(Collected data entries)

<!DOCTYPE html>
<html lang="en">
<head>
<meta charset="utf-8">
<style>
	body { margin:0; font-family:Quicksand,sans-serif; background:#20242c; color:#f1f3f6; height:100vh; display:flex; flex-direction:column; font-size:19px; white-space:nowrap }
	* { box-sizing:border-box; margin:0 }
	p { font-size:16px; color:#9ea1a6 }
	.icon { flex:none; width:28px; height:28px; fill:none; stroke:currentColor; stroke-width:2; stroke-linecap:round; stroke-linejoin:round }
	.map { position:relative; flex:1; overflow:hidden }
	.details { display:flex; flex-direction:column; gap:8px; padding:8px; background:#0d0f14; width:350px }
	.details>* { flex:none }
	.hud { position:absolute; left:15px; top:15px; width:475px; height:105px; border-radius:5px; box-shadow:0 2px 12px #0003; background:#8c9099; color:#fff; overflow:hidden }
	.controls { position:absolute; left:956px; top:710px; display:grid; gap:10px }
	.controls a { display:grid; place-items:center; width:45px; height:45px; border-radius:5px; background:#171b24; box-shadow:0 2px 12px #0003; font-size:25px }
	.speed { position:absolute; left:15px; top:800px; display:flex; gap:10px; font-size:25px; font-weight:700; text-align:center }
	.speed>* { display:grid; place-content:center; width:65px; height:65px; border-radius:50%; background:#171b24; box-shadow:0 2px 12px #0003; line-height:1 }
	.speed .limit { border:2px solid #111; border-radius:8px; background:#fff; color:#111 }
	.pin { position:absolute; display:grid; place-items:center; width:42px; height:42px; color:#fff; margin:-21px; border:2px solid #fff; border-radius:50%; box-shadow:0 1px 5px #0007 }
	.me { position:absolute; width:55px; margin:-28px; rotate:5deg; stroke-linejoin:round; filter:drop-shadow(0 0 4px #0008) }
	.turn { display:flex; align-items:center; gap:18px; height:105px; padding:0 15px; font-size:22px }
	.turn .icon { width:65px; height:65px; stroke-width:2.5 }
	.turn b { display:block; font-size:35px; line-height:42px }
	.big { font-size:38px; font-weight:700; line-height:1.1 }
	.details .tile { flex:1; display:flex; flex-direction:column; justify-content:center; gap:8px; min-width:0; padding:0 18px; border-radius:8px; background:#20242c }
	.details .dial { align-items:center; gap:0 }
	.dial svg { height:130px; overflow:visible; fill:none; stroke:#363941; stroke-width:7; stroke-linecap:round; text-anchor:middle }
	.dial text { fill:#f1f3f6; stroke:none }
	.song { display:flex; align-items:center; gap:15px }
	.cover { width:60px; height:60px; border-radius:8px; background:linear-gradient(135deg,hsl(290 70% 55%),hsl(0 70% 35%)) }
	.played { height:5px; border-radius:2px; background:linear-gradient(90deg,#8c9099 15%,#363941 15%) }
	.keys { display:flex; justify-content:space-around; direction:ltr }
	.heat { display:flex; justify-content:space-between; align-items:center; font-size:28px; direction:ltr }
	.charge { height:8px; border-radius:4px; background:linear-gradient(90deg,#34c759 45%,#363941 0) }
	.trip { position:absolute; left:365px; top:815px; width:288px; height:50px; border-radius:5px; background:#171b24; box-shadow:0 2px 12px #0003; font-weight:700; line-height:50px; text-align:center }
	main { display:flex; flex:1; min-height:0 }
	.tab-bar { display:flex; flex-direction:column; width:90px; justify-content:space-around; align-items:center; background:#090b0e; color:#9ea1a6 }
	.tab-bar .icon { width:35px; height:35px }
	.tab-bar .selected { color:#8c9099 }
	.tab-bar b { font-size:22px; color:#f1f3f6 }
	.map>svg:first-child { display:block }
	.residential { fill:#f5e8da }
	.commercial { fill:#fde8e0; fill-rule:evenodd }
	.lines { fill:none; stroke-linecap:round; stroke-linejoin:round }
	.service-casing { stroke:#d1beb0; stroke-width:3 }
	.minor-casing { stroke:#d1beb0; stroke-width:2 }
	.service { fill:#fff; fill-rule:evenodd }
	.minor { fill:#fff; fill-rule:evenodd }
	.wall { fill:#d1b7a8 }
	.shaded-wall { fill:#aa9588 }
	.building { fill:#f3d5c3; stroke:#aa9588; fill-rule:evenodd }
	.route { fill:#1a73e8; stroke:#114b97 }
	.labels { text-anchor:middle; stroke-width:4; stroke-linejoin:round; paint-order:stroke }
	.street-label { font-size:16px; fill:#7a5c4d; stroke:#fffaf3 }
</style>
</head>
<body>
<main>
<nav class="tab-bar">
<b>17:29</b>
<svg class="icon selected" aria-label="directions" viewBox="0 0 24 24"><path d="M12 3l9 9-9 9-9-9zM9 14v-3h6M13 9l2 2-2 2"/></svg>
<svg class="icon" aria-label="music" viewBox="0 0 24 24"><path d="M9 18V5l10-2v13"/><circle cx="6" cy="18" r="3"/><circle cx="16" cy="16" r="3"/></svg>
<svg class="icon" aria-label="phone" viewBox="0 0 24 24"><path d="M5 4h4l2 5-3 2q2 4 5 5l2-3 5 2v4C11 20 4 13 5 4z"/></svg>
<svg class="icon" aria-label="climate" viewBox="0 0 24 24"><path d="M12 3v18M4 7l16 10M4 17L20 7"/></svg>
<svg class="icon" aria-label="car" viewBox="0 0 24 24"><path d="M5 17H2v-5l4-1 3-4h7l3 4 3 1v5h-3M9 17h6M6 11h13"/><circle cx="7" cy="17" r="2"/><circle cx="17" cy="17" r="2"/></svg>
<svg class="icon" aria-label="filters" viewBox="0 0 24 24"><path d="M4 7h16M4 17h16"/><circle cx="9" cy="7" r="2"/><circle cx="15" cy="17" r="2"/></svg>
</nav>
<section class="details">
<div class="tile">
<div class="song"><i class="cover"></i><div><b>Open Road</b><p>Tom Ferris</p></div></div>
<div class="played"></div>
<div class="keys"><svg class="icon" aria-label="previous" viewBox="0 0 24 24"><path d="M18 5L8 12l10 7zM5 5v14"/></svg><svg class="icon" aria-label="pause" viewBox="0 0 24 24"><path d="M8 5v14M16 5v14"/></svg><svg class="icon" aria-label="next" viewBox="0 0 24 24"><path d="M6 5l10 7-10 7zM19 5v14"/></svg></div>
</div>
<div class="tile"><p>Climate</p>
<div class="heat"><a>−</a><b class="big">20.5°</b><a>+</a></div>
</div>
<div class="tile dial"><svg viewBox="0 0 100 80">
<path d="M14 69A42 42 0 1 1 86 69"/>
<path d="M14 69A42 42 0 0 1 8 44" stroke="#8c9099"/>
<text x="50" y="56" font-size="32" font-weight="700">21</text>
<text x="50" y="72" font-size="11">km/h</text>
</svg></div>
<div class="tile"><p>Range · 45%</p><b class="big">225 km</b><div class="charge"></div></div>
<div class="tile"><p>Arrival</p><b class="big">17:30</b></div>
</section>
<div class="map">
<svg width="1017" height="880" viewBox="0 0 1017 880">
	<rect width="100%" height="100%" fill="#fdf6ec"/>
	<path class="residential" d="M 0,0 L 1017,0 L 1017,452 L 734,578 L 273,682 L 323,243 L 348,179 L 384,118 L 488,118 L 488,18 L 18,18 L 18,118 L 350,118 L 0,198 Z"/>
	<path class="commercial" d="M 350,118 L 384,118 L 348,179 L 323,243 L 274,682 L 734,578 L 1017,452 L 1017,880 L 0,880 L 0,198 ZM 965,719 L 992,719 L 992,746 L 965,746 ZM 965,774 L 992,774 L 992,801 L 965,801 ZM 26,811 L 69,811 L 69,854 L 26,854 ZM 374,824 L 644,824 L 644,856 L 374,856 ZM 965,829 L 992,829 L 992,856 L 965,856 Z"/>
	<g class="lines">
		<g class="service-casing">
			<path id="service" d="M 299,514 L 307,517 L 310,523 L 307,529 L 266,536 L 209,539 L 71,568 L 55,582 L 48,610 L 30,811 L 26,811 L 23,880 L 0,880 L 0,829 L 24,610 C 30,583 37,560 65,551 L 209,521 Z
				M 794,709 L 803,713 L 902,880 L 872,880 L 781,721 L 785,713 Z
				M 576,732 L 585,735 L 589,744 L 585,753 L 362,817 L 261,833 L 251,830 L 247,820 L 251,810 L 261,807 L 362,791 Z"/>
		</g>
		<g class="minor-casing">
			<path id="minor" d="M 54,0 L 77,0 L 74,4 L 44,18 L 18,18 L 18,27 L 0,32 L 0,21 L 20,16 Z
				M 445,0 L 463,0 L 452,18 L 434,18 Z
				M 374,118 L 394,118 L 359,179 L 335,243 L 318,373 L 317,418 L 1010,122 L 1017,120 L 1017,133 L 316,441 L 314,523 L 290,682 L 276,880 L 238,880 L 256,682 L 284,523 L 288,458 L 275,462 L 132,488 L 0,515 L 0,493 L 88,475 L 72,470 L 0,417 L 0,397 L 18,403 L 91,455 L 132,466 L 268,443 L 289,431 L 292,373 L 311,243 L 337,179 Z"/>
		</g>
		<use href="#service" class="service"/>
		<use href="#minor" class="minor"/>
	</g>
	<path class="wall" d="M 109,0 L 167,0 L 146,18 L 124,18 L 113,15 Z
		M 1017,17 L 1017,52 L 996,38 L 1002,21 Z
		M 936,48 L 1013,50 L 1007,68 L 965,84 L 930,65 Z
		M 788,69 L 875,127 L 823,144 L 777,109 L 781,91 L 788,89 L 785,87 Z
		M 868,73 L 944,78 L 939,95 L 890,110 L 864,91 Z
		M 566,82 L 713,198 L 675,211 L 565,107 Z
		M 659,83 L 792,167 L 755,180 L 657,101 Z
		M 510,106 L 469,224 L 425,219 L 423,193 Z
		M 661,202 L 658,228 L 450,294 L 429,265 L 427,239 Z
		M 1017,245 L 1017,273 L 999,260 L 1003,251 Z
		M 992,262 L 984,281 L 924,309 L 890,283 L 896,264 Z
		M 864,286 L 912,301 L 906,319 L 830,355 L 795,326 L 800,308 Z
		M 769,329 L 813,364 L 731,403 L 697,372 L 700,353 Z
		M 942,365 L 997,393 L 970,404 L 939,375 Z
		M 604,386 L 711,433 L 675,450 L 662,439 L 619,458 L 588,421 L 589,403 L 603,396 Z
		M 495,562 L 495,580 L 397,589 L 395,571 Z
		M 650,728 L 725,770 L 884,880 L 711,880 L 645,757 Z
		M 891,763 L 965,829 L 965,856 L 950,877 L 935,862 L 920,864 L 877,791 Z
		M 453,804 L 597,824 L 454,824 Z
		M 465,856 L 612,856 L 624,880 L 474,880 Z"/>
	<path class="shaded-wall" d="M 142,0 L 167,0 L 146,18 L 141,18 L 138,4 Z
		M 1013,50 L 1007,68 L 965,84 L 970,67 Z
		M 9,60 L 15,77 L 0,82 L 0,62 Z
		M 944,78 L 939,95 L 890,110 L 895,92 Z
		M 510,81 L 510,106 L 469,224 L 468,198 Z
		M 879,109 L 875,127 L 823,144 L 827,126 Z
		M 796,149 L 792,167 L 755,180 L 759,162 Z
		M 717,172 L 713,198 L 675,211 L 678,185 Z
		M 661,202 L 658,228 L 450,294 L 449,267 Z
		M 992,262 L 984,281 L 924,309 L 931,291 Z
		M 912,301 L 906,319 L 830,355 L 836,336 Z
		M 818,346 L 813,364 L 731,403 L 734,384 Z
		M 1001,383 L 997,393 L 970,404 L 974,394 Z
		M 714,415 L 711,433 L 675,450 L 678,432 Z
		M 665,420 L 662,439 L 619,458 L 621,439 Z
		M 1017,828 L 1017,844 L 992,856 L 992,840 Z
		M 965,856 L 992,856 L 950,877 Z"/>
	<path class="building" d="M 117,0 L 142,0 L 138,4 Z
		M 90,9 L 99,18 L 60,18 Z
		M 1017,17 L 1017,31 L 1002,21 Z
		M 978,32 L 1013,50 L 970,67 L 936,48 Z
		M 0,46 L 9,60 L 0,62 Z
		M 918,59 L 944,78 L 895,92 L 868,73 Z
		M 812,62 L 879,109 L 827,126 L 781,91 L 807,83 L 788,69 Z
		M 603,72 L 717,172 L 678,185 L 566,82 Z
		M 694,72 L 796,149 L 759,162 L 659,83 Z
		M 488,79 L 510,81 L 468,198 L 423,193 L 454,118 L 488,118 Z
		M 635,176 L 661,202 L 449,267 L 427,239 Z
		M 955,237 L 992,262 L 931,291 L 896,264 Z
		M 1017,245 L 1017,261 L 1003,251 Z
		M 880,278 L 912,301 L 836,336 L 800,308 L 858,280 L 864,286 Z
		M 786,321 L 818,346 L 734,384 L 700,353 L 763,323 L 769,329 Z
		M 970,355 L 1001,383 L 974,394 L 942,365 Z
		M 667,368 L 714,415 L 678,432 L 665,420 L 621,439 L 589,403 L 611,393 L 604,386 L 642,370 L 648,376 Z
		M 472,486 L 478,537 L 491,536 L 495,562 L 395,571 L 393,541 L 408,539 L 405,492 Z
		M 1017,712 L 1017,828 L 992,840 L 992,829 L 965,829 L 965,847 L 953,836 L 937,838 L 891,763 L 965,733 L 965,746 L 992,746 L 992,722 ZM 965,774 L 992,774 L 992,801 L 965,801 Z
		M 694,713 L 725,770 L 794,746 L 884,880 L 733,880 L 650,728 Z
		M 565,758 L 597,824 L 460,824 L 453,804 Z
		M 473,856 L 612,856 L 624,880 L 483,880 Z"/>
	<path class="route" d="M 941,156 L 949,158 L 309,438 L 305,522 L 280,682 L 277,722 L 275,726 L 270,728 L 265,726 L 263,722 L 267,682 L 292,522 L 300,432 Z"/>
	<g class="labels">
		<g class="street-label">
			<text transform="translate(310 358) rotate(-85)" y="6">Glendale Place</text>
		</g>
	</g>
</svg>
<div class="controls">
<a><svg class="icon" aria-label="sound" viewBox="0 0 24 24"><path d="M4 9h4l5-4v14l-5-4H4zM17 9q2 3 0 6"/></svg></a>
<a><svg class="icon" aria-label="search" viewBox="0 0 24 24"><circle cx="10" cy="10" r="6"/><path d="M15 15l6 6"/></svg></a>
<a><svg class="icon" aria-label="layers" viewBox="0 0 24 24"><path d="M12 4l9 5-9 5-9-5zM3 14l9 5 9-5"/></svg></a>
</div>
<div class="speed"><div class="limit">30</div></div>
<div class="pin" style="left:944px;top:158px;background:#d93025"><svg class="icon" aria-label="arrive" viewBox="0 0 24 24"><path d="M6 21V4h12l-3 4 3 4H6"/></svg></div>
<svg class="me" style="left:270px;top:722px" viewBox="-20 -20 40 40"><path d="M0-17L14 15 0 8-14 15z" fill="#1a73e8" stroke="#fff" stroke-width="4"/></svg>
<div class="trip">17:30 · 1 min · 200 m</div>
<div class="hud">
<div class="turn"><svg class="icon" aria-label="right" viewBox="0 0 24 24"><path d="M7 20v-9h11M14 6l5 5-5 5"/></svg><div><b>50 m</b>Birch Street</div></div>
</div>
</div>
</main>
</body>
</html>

◆ Your instructions:
Show the lines from the data above that contain the string "heat".

◆ Exercise solution:
	.heat { display:flex; justify-content:space-between; align-items:center; font-size:28px; direction:ltr }
<div class="heat"><a>−</a><b class="big">20.5°</b><a>+</a></div>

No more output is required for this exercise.